His Honour reasoned – in relation to the carriage service injury claim – that the question remained open as to whether “the law of Australia recognises tortious liability for harm caused by unlawful acts directed against an applicant”.
He concluded Mulley’s carriage service injury claim – although “novel” – was arguable as “a common law action on the case” but then had to decide whether such a common law claim in reliance on a federal statute meant the Federal Court had “subject-matter jurisdiction” to determine it.
That answer depended – he noted – on whether “the rights, duties, or subject matter with which the controversy is concerned have their origin in or owe their existence to a law of the Commonwealth”.
He arrived at an affirmative answer to that question noting that even if that claim were to fail, there was “sufficient commonality” concerning the underlying facts and allegations in relation to the defamation action, to allow it to proceed in the Federal Court regardless.
On the other hand, the court would have had no jurisdiction to deal with a pure defamation claim, ie one that was unaccompanied by the separate claim relying on the breach of the federal carriage service law.
A final determination on the matter is likely to occur in early 2022.
Mulley v Hayes [2021] FCA 1111 Lee J, 13 September 2021
In further developments in the law of online abuse, the High Court found media organisations who posted content relating to news stories on their public Facebook pages, were liable for the publication of defamatory “comments” posted by third-party Facebook users in response.
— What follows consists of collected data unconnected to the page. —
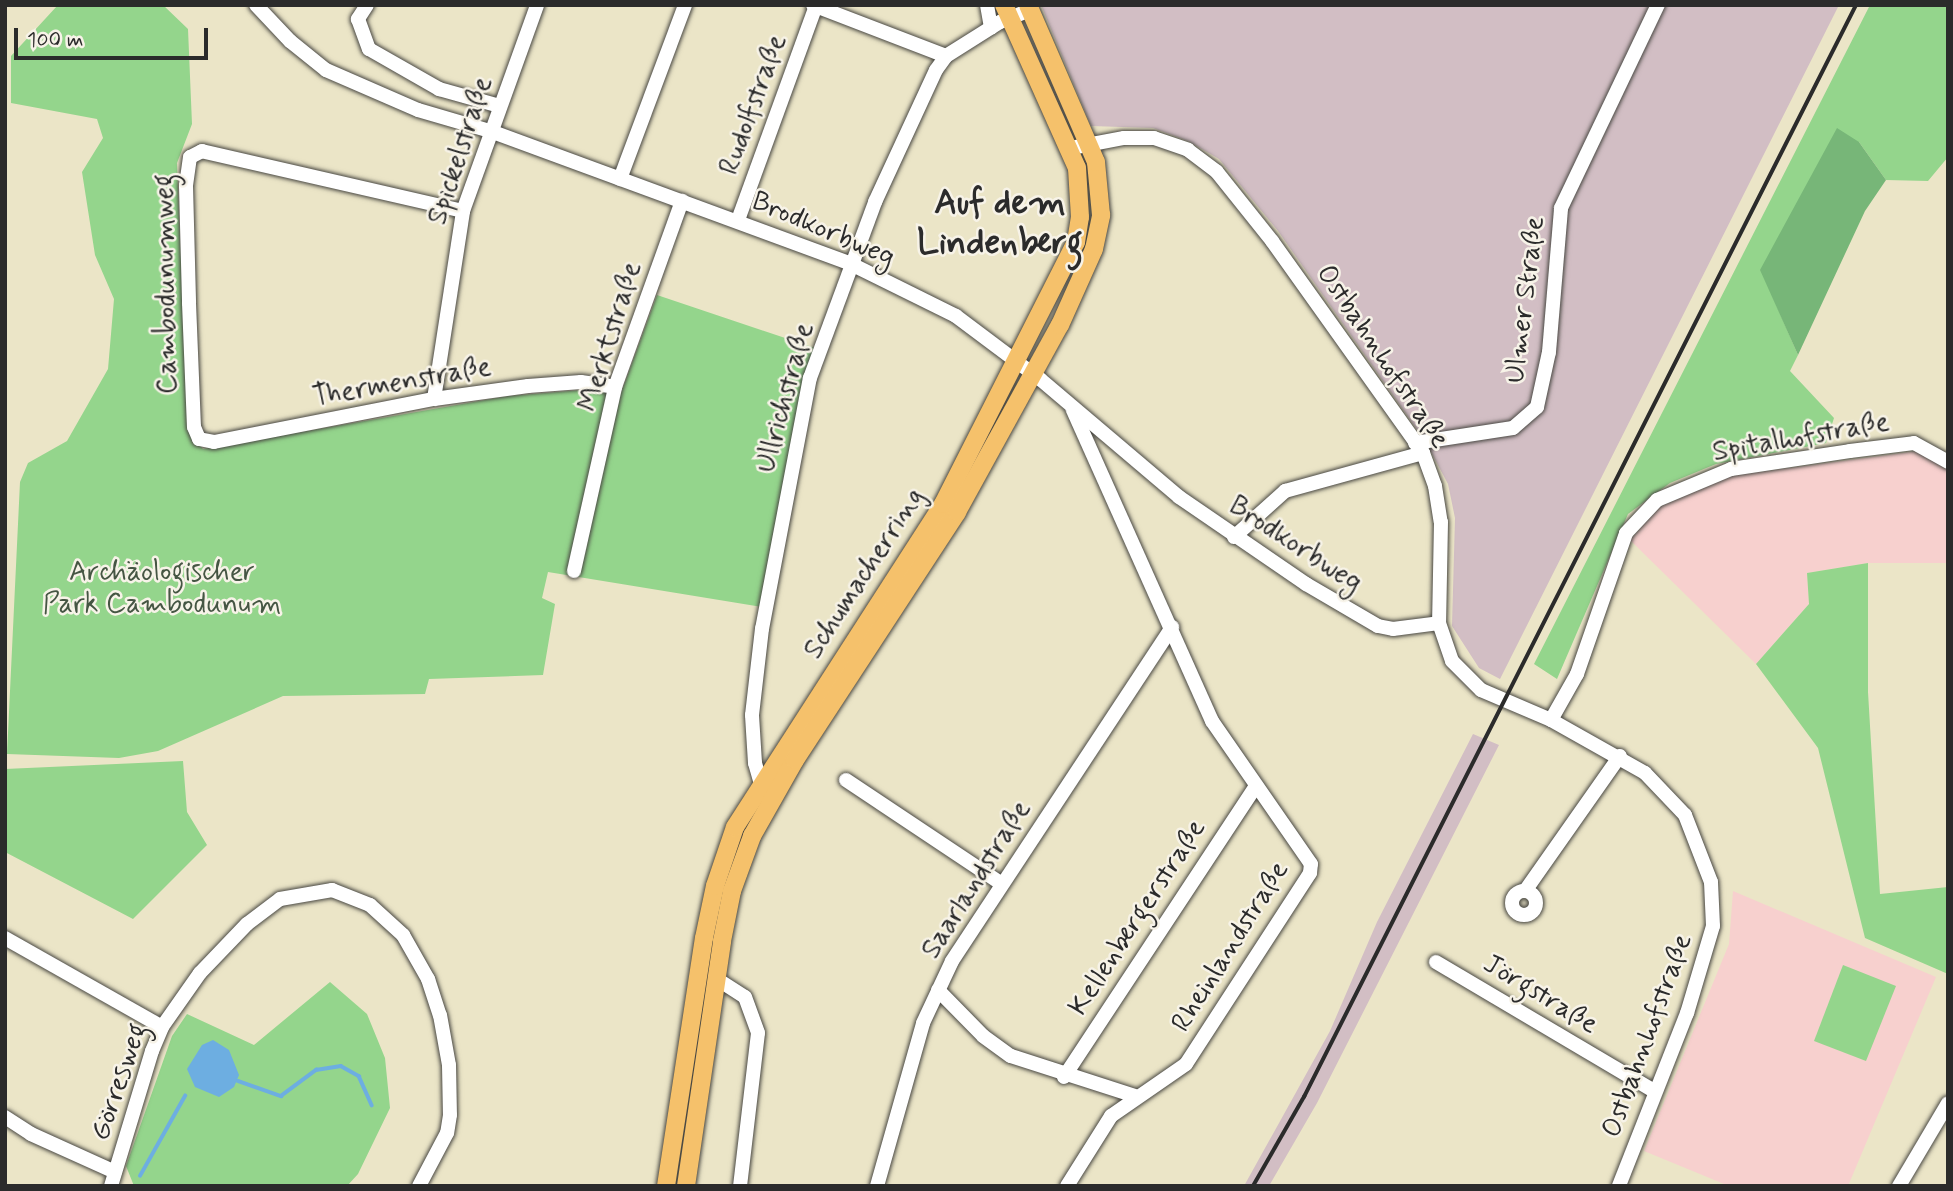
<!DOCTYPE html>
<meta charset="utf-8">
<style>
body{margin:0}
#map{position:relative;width:1953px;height:1191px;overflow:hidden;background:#ebe5c7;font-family:Mynerve,sans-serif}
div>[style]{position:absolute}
.built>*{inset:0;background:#f7d0ce}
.industrial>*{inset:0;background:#d2bec4}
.green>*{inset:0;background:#94d58c}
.forest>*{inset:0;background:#77b678}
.water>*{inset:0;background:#6daee1}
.stream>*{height:3.5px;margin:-1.75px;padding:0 1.75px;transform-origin:1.75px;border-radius:1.75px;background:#6daee1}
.roads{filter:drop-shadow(0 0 2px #484742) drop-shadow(0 0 2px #484742)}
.minor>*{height:14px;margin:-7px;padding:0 7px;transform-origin:7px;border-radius:7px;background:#fff}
.minor>.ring{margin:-7px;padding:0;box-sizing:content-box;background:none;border:14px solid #fff;border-radius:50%}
.major>*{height:18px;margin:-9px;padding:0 9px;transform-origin:9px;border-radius:9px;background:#f5c16b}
.rail>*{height:3.5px;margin:-1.75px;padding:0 1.75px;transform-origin:1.75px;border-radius:1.75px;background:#2b2b2b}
span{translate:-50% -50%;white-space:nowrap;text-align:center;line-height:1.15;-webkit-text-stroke:5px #f7f3e8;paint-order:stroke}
.street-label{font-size:28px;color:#2b2b2b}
.park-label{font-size:28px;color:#455643}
.district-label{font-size:35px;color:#2b2b2b;font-weight:700}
.frame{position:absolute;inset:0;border:7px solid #2b2b2b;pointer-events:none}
.scale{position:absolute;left:14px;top:28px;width:194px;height:32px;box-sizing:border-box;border:4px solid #2b2b2b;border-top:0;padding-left:9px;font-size:21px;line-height:24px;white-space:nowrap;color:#2b2b2b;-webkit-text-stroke:5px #f7f3e8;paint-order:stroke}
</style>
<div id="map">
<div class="built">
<div style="clip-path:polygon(1925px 450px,1948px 470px,1948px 563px,1868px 563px,1807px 573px,1809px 604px,1756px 664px,1630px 540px,1659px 507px,1729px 476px)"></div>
<div style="clip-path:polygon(1733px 891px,1936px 977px,1848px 1186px,1729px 1186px,1644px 1151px,1729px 944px)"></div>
</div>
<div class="industrial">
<div style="clip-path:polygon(1041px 5px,1839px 5px,1500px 679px,1479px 668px,1452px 626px,1455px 518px,1448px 484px,1425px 441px,1278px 231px,1219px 159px,1188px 141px,1153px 128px,1091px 126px)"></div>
<div style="clip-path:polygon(1473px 734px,1499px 745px,1317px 1103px,1269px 1186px,1244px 1186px,1330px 1031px,1377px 922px)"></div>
</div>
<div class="green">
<div style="clip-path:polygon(163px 5px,188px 29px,192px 124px,177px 163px,188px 431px,203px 449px,508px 396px,582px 390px,621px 393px,657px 295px,815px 348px,762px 607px,548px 572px,542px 598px,555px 604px,543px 675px,429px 679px,425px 694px,283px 696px,158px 751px,119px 758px,7px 754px,20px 482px,28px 463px,67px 441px,108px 369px,114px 299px,95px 255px,82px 172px,103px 138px,97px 119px,11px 103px,11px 56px,57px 6px)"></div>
<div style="clip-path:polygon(1870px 5px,1948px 5px,1948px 157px,1928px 181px,1886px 180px,1859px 142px,1761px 270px,1798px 355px,1790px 371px,1834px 418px,1826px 443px,1716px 464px,1670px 483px,1628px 514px,1557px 679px,1534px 664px)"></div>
<div style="clip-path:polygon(1868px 563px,1868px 692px,1880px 894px,1948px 887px,1948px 974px,1865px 938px,1818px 748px,1756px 664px,1809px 604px,1807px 573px)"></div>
<div style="clip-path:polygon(183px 761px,187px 812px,207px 845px,133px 919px,5px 852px,5px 769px)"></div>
<div style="clip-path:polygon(1843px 965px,1896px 986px,1866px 1061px,1814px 1041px)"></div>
<div style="clip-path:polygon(330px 982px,367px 1014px,385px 1058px,390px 1108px,358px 1174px,347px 1186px,134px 1186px,126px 1166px,172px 1036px,187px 1014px,254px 1045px)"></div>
</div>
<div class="forest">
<div style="clip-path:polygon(1837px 128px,1859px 142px,1886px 180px,1865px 211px,1798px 355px,1760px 270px)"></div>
</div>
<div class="water">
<div style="clip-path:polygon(213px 1040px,229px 1050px,239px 1075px,234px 1087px,219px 1097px,195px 1087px,187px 1069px,202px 1045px)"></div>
</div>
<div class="stream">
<div style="left:238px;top:1081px;width:46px;rotate:19.2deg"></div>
<div style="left:281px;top:1096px;width:44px;rotate:-36.6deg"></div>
<div style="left:316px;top:1070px;width:25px;rotate:-9deg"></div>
<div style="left:341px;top:1066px;width:21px;rotate:29deg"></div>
<div style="left:359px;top:1076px;width:32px;rotate:66deg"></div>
<div style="left:140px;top:1176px;width:92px;rotate:-60.6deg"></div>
</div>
<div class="roads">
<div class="minor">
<div style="left:256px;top:5px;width:50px;rotate:46.6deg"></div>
<div style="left:290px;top:41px;width:46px;rotate:38.9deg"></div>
<div style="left:326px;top:70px;width:100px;rotate:23.5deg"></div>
<div style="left:418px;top:110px;width:78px;rotate:16.3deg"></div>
<div style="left:493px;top:132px;width:382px;rotate:20.2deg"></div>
<div style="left:851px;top:264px;width:117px;rotate:26.3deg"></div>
<div style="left:956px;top:316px;width:105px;rotate:36.9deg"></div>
<div style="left:1040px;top:379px;width:182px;rotate:40.3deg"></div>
<div style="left:1179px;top:497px;width:154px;rotate:34.4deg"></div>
<div style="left:1306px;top:584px;width:83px;rotate:30.3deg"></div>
<div style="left:1378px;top:626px;width:15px;rotate:11deg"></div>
<div style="left:1393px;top:629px;width:46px;rotate:-7.4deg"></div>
<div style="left:367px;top:5px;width:17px;rotate:123deg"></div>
<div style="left:358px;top:19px;width:32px;rotate:70deg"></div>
<div style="left:369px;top:49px;width:81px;rotate:29.7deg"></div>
<div style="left:439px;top:89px;width:63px;rotate:15.6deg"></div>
<div style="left:813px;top:5px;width:142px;rotate:21deg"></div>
<div style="left:987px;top:5px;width:23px;rotate:80deg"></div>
<div style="left:1071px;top:148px;width:54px;rotate:-10.7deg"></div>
<div style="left:1124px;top:138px;width:30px"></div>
<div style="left:1154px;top:138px;width:36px;rotate:19deg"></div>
<div style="left:1188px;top:150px;width:36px;rotate:37deg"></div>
<div style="left:1217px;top:172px;width:88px;rotate:51.4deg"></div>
<div style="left:1272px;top:241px;width:260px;rotate:54.5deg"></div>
<div style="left:1423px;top:453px;width:35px;rotate:70deg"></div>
<div style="left:1435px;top:486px;width:36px;rotate:81deg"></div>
<div style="left:1441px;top:522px;width:101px;rotate:91.1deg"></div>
<div style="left:1439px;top:623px;width:40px;rotate:71.1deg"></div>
<div style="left:1452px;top:661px;width:41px;rotate:45deg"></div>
<div style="left:1481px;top:690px;width:76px;rotate:23.2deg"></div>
<div style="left:1551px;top:720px;width:108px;rotate:29.4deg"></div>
<div style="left:1645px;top:773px;width:58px;rotate:46.4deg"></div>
<div style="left:1685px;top:815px;width:72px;rotate:68.8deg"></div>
<div style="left:1711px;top:882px;width:44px;rotate:87.4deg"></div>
<div style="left:1713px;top:926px;width:91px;rotate:106.6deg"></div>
<div style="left:1687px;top:1013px;width:186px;rotate:111.5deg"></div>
<div style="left:620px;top:179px;width:186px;rotate:-69.5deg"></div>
<div style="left:463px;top:211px;width:268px;rotate:-167.1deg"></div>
<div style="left:202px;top:151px;width:13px;rotate:153deg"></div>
<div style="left:190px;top:157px;width:29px;rotate:98deg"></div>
<div style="left:186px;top:186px;width:117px;rotate:88.5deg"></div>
<div style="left:189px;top:303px;width:124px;rotate:87.7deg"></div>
<div style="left:194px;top:427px;width:13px;rotate:67deg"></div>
<div style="left:199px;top:439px;width:15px;rotate:11deg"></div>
<div style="left:214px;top:442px;width:224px;rotate:-11.1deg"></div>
<div style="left:434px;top:399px;width:95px;rotate:-7.9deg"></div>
<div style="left:528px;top:386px;width:53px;rotate:-4.3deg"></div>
<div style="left:581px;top:382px;width:34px;rotate:8deg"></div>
<div style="left:738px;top:220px;width:228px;rotate:-70deg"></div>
<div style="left:434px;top:399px;width:190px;rotate:-81.2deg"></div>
<div style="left:463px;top:211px;width:219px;rotate:-70.2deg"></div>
<div style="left:1415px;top:443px;width:99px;rotate:-8.7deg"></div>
<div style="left:1513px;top:428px;width:32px;rotate:-41deg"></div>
<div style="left:1537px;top:407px;width:56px;rotate:-77.7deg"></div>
<div style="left:1549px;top:352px;width:144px;rotate:-85.2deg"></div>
<div style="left:1561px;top:208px;width:225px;rotate:-64.5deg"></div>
<div style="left:1234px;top:537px;width:69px;rotate:-42deg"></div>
<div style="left:1285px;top:491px;width:143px;rotate:-15.4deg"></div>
<div style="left:574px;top:571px;width:189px;rotate:-77.4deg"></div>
<div style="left:615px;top:387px;width:198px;rotate:-70.2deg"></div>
<div style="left:1551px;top:720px;width:53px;rotate:-60.5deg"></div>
<div style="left:1577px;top:674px;width:149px;rotate:-70.8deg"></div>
<div style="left:1626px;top:533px;width:45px;rotate:-46.8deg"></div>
<div style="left:1657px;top:500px;width:80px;rotate:-22.7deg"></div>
<div style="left:1731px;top:469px;width:120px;rotate:-8.6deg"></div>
<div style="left:1850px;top:451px;width:64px;rotate:-7.1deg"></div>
<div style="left:1914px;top:443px;width:39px;rotate:29deg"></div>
<div style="left:846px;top:780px;width:187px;rotate:33.7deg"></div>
<div style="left:761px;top:784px;width:22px;rotate:-106deg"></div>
<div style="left:755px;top:763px;width:48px;rotate:-93.6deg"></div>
<div style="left:752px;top:715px;width:87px;rotate:-83.4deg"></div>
<div style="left:762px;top:629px;width:256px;rotate:-79.2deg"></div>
<div style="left:810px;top:378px;width:188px;rotate:-69.7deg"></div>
<div style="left:875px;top:202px;width:145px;rotate:-65.2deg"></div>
<div style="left:936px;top:70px;width:17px;rotate:-54deg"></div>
<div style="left:946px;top:56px;width:64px;rotate:-32.2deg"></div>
<div style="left:1000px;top:22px;width:31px;rotate:-22deg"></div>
<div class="ring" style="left:1512px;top:891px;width:10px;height:10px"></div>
<div style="left:1525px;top:891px;width:165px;rotate:-54.9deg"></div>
<div style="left:5px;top:938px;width:180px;rotate:29.5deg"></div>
<div style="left:1436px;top:962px;width:253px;rotate:30.6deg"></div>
<div style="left:717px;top:979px;width:33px;rotate:33deg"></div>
<div style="left:745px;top:997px;width:38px;rotate:70deg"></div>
<div style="left:758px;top:1033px;width:154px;rotate:96.7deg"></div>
<div style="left:938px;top:990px;width:64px;rotate:45.6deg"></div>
<div style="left:983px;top:1036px;width:34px;rotate:36deg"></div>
<div style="left:1011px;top:1056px;width:130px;rotate:17.9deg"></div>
<div style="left:1064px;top:1077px;width:347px;rotate:-56.6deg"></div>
<div style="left:5px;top:1117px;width:31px;rotate:33deg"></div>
<div style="left:31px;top:1134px;width:92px;rotate:24.3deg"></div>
<div style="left:111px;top:1186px;width:141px;rotate:-73.1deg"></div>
<div style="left:152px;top:1051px;width:26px;rotate:-67deg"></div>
<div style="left:162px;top:1027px;width:66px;rotate:-54.9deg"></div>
<div style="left:200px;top:973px;width:68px;rotate:-46.2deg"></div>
<div style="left:247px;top:924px;width:41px;rotate:-37.1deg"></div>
<div style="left:280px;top:899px;width:53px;rotate:-9.8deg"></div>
<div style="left:332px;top:890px;width:41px;rotate:21.5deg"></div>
<div style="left:370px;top:905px;width:45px;rotate:42.3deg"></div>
<div style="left:403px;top:935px;width:51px;rotate:60.4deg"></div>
<div style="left:428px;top:979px;width:38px;rotate:72deg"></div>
<div style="left:440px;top:1015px;width:51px;rotate:79.8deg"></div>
<div style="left:449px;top:1065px;width:50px;rotate:88.9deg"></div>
<div style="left:450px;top:1115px;width:18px;rotate:99deg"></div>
<div style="left:447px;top:1133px;width:60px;rotate:117.8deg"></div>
<div style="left:877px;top:1186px;width:169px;rotate:-74.2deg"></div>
<div style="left:923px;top:1023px;width:68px;rotate:-64.9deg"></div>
<div style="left:952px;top:961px;width:400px;rotate:-56.6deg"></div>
<div style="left:1067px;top:1186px;width:83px;rotate:-57.8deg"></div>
<div style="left:1111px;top:1116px;width:91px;rotate:-34.7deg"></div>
<div style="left:1186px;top:1064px;width:228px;rotate:-57deg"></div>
<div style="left:1310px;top:873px;width:9px;rotate:-84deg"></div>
<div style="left:1311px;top:864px;width:174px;rotate:-124.7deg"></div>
<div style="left:1212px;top:721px;width:341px;rotate:-114.1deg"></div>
<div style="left:1899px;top:1186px;width:96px;rotate:-59.4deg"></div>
</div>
<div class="major">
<div style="left:666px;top:1186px;width:251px;rotate:-81.3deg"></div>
<div style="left:704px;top:938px;width:53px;rotate:-78.1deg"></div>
<div style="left:715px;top:886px;width:62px;rotate:-71.3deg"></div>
<div style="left:735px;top:827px;width:384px;rotate:-57.2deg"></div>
<div style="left:943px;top:504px;width:294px;rotate:-63.1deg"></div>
<div style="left:1076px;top:242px;width:25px;rotate:-81deg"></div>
<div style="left:1080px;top:217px;width:49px;rotate:-93.5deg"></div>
<div style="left:1077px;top:168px;width:179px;rotate:-114.1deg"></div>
<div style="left:686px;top:1186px;width:248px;rotate:-81.6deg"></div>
<div style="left:722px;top:941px;width:51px;rotate:-78.7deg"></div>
<div style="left:732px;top:891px;width:59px;rotate:-70deg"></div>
<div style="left:752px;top:836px;width:87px;rotate:-60.5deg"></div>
<div style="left:795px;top:760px;width:296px;rotate:-56.8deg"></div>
<div style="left:957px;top:512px;width:213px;rotate:-61.2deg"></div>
<div style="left:1060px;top:325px;width:83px;rotate:-65.9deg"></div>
<div style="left:1094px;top:249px;width:35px;rotate:-78deg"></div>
<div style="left:1101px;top:215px;width:53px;rotate:-95.4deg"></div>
<div style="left:1096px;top:162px;width:171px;rotate:-113.4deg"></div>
</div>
</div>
<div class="rail">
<div style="left:1253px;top:1186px;width:103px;rotate:-60.2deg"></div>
<div style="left:1304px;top:1097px;width:1224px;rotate:-63.18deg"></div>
</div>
<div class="street-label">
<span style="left:754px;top:105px;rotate:-70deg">Rudolfstraße</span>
<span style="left:461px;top:151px;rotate:-72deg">Spickelstraße</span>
<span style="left:823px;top:230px;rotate:23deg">Brodkorbweg</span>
<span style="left:167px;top:284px;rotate:-91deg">Cambodunumweg</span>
<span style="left:1526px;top:300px;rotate:-83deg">Ulmer Straße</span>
<span style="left:611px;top:337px;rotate:-73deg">Merktstraße</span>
<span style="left:1382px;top:357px;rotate:56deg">Ostbahnhofstraße</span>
<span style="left:402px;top:383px;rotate:-10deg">Thermenstraße</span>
<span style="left:786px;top:398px;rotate:-75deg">Ullrichstraße</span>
<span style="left:1801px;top:438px;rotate:-10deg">Spitalhofstraße</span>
<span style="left:1295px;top:545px;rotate:33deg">Brodkorbweg</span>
<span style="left:865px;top:574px;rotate:-57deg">Schumacherring</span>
<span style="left:977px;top:880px;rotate:-58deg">Saarlandstraße</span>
<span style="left:1138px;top:918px;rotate:-57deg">Kellenbergerstraße</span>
<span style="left:1231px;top:947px;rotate:-58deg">Rheinlandstraße</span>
<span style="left:1540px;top:995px;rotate:31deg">Jörgstraße</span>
<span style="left:1648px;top:1036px;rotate:-70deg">Ostbahnhofstraße</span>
<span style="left:120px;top:1082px;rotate:-71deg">Görresweg</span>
</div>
<div class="park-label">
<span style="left:162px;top:589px">Archäologischer<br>Park Cambodunum</span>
</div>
<div class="district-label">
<span style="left:1000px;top:223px">Auf dem<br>Lindenberg</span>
</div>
<div class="frame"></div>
<div class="scale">100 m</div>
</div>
By a 5:2 majority, the court held that – by facilitating and encouraging the third-party comment – the media organisations “participated” in the communication of the defamatory material and were thereby publishers of it.
The case arises out of comments posted on a media organisation’s website in 2016 concerning Dylan Voller, a youth detainee at the Alice Springs correctional center. Abusive and malevolent comments directed against Voller were posted to Fairfax Media’s Facebook page in response to the vision it had circulated.
Voller’s lawsuit against Fairfax resulted in the High Court’s ruling.
The High Court’s decision has implications for every person and organisation who allow comments to be posted to their social media account or to their website – they can be liable for defamation damages for derogatory comments that readers post up on the site.
The ruling overcomes the difficulty of identifying and locating trolls who are able to remain anonymous and who are unlikely to be able to
pay defamation damages. Probably in response to this ruling, Facebook has recently announced it will consider revealing the identity of people who post abusive and insulting comments.
Mr Voller’s case will now proceed to a determination in the NSW Supreme Court as to whether the published comments are defamatory and what damages are payable to the person who was the subject of the abusive and threatening comments.